-------- Material supplied --------
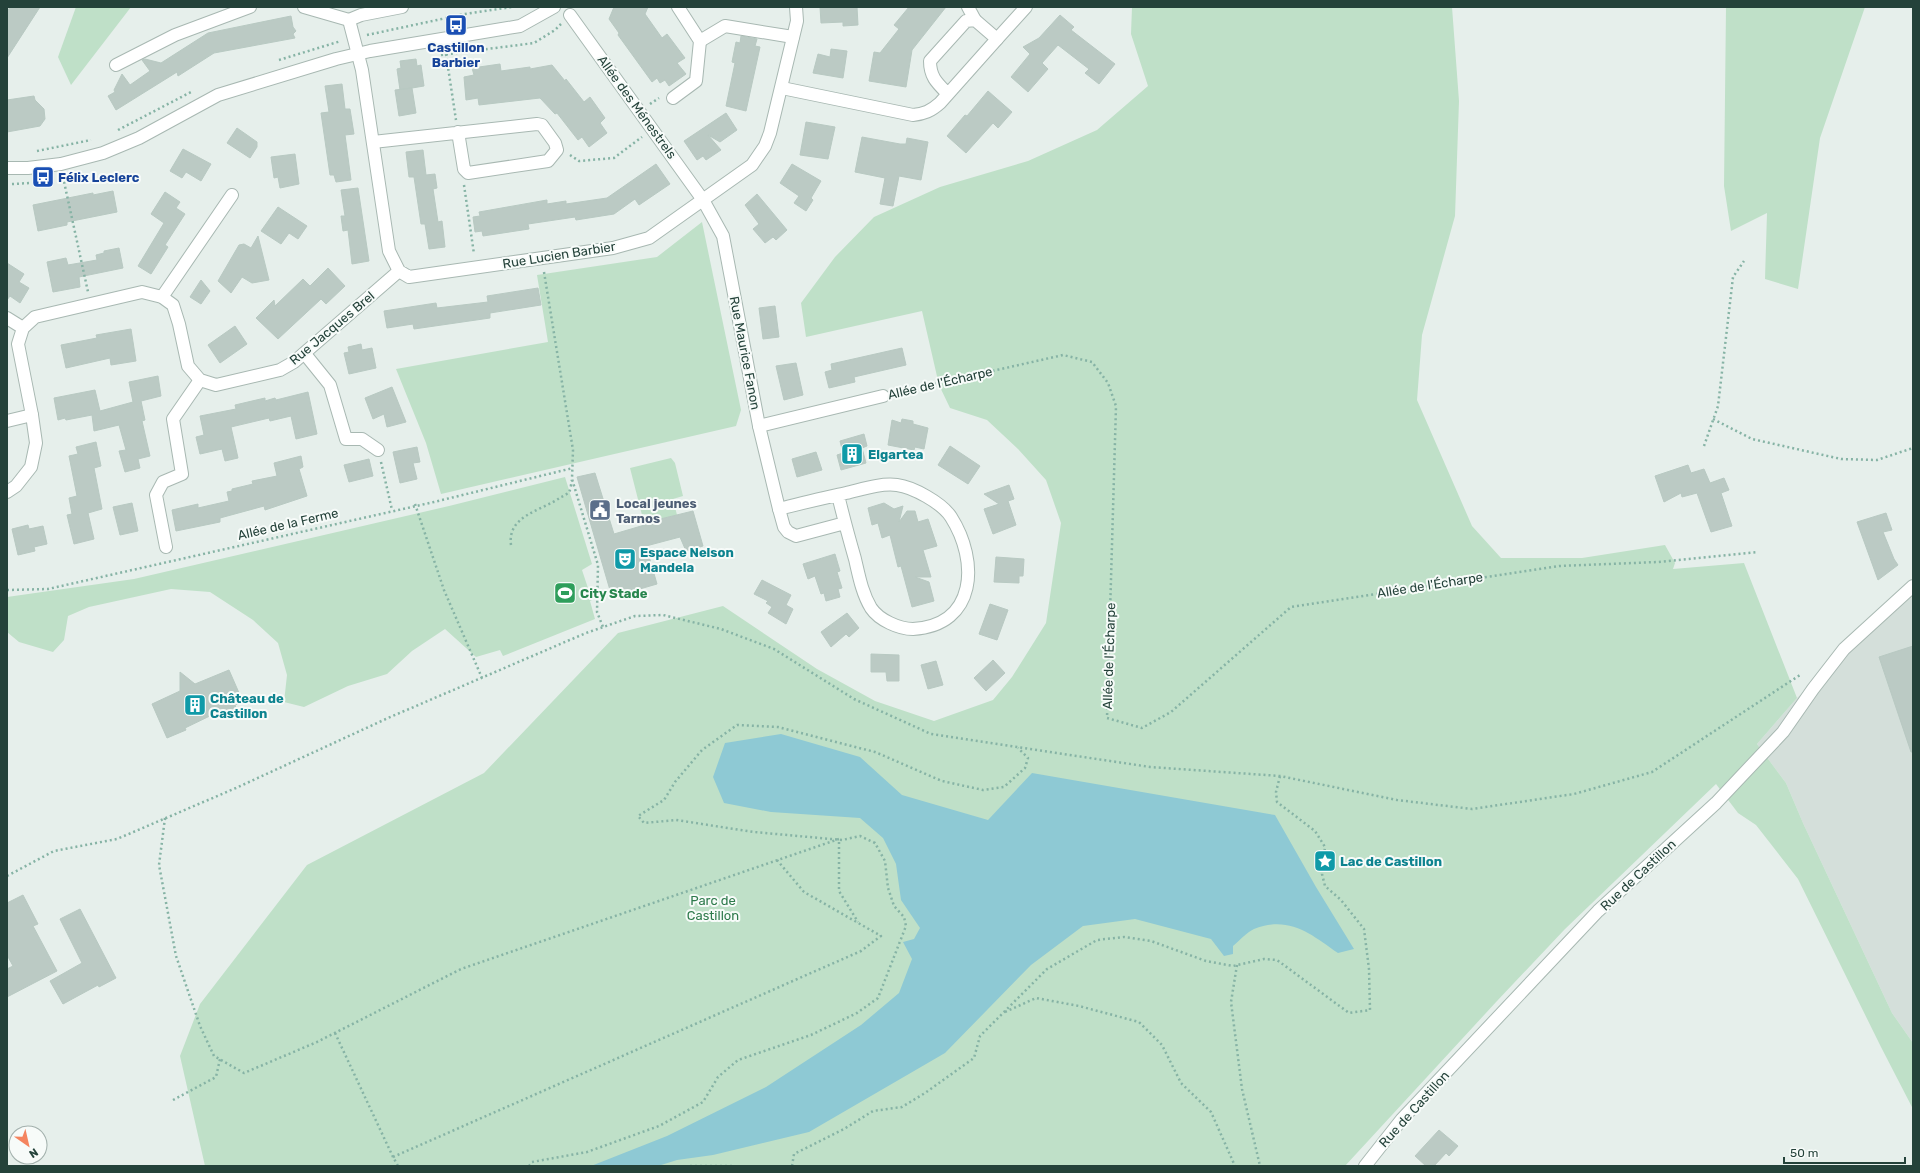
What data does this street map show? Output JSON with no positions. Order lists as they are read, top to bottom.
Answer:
{
  "streets": {
    "street": [
      "Allée des Ménestrels",
      "Rue Lucien Barbier",
      "Rue Jacques Brel",
      "Rue Maurice Fanon",
      "Allée de l'Écharpe",
      "Rue de Castillon"
    ],
    "path": ["Allée de la Ferme"]
  },
  "crossings": [
    ["Allée des Ménestrels", "Rue Lucien Barbier"],
    ["Allée des Ménestrels", "Rue Maurice Fanon"],
    ["Rue Lucien Barbier", "Rue Jacques Brel"],
    ["Rue Lucien Barbier", "Rue Maurice Fanon"],
    ["Rue Maurice Fanon", "Allée de l'Écharpe"]
  ],
  "parks": ["Parc de Castillon"],
  "places": {
    "bus stop": ["Castillon Barbier", "Félix Leclerc"],
    "building": ["Elgartea", "Château de Castillon"],
    "public building": ["Local jeunes Tarnos"],
    "theatre": ["Espace Nelson Mandela"],
    "sports": ["City Stade"],
    "place": ["Lac de Castillon"]
  },
  "scale_bar": "50 m",
  "north": "bottom right"
}
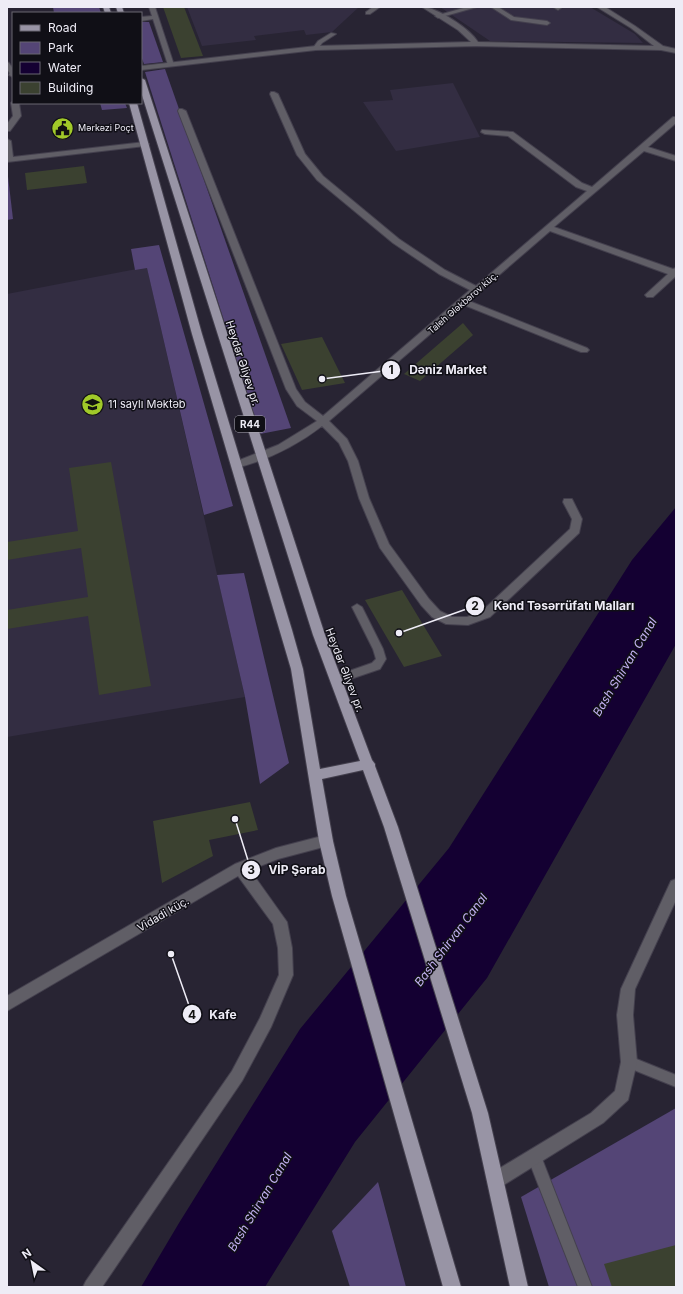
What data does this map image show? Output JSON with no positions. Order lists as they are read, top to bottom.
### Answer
{
  "streets": {
    "main road": ["Heydər Əliyev pr.", "R44"],
    "street": ["Taleh Ələkbərov küç.", "Vidadi küç."]
  },
  "crossings": [
    ["Taleh Ələkbərov küç.", "Heydər Əliyev pr."],
    ["Taleh Ələkbərov küç.", "R44"]
  ],
  "water": ["Bash Shirvan Canal"],
  "places": {
    "public building": ["Mərkəzi Poçt"],
    "other": [
      "Dəniz Market",
      "Kənd Təsərrüfatı Malları",
      "VİP Şərab",
      "Kafe"
    ],
    "school or university": ["11 saylı Məktəb"]
  },
  "legend": [
    "Road",
    "Park",
    "Water",
    "Building"
  ],
  "north": "top left"
}
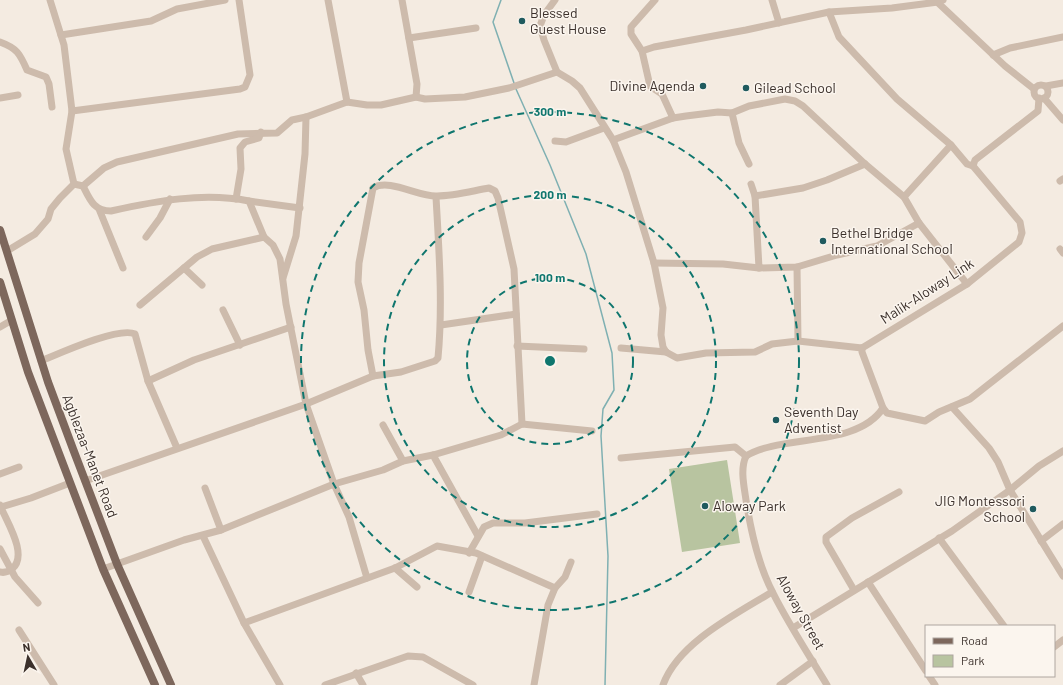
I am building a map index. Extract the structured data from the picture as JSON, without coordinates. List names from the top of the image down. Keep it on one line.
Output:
--------
▶ **The task**:
Quote the material word for word, dropping any images it holds.

▶ **Worked solution**:
What data does this street map show? Output JSON with no positions. Order lists as they are read, top to bottom.
Answer:
{
  "streets": {
    "street": [
      "Allée des Ménestrels",
      "Rue Lucien Barbier",
      "Rue Jacques Brel",
      "Rue Maurice Fanon",
      "Allée de l'Écharpe",
      "Rue de Castillon"
    ],
    "path": ["Allée de la Ferme"]
  },
  "crossings": [
    ["Allée des Ménestrels", "Rue Lucien Barbier"],
    ["Allée des Ménestrels", "Rue Maurice Fanon"],
    ["Rue Lucien Barbier", "Rue Jacques Brel"],
    ["Rue Lucien Barbier", "Rue Maurice Fanon"],
    ["Rue Maurice Fanon", "Allée de l'Écharpe"]
  ],
  "parks": ["Parc de Castillon"],
  "places": {
    "bus stop": ["Castillon Barbier", "Félix Leclerc"],
    "building": ["Elgartea", "Château de Castillon"],
    "public building": ["Local jeunes Tarnos"],
    "theatre": ["Espace Nelson Mandela"],
    "sports": ["City Stade"],
    "place": ["Lac de Castillon"]
  },
  "scale_bar": "50 m",
  "north": "bottom right"
}
What data does this map image show? Output JSON with no positions. Order lists as they are read, top to bottom.
### Answer
{
  "streets": {
    "main road": ["Heydər Əliyev pr.", "R44"],
    "street": ["Taleh Ələkbərov küç.", "Vidadi küç."]
  },
  "crossings": [
    ["Taleh Ələkbərov küç.", "Heydər Əliyev pr."],
    ["Taleh Ələkbərov küç.", "R44"]
  ],
  "water": ["Bash Shirvan Canal"],
  "places": {
    "public building": ["Mərkəzi Poçt"],
    "other": [
      "Dəniz Market",
      "Kənd Təsərrüfatı Malları",
      "VİP Şərab",
      "Kafe"
    ],
    "school or university": ["11 saylı Məktəb"]
  },
  "legend": [
    "Road",
    "Park",
    "Water",
    "Building"
  ],
  "north": "top left"
}
I am building a map index. Extract the structured data from the picture as JSON, without coordinates. List names from the top of the image down. Keep it on one line.
Output:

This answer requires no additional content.